Pioneering Cyber Security and Safety in Automotive Industry
Blockchain technology enables the secure exchange of data between a multitude of players. This can be extremely useful in terms of accelerating global raw material transactions, an area in which “paper” exchanges remain the rule.
New cars sold today have more on-board connectivity than an airliner, and drivers are carrying around some of the most versatile networked devices in the history of technology – smartphones – in their pockets. In a range of other areas, too, previously isolated objects are integrating into the Internet of Things (IoT): from refrigerators and heating systems which can be remote-controlled through to locks which don’t need keys, the promise of a “smart world” is now within our grasp.
Yet unless the risks this level of connectivity entails can be dealt with, consumers, judiciaries and governments will – quite rightly – remain sceptical. Who would want to ride in a self-driving car or live in a smart home which could be easily hacked? Even in pioneering markets favourable to innovation, consumers are already concerned about data privacy in fraud-prone areas like banking. In view of the high standards of data protection many jurisdictions demand, notably Europe, companies, too, remain hesitant about deploying smart applications.
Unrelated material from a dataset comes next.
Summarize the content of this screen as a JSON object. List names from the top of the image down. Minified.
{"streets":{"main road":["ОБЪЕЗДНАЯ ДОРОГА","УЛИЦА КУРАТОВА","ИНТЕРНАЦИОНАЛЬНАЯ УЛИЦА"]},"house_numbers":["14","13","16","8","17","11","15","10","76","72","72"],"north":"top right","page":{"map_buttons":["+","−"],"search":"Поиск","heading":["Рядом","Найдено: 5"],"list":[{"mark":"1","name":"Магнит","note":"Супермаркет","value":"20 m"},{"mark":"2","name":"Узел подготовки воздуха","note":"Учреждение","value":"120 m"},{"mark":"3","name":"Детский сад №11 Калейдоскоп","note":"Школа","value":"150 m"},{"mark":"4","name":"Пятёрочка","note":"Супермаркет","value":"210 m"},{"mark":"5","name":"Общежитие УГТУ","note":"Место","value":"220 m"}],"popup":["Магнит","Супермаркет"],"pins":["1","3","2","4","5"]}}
By defining and enforcing rigorous cybersecurity standards and combining these with their mechanical expertise, providers of testing, inspection, and certification (TIC) can respond to this trust deficit. Bureau Veritas has been verifying data protection procedures for over 30 years now, and offers mechanical and electronic testing across a range of industries. As such, Bureau Veritas is in a strong position to offer inspections for one of the most technologically complex and safety-critical areas of the smart world: connected cars.
V2X: The future is here
Bureau Veritas is responding to a development known as “vehicle to everything”, V2X, in which cars communicate with people (V2P), infrastructure (V2I), and other vehicles (V2V) as part of a connected road traffic environment. If this sounds far-off, it’s closer than you might think: General Motors has already launched Cadillacs with V2X radio capability; Volkswagen, Toyota, and Ford are set to follow in 2019/2020. Meanwhile, an alliance of carmakers is developing a 5G LTE standard for the next stage in mobile network technology.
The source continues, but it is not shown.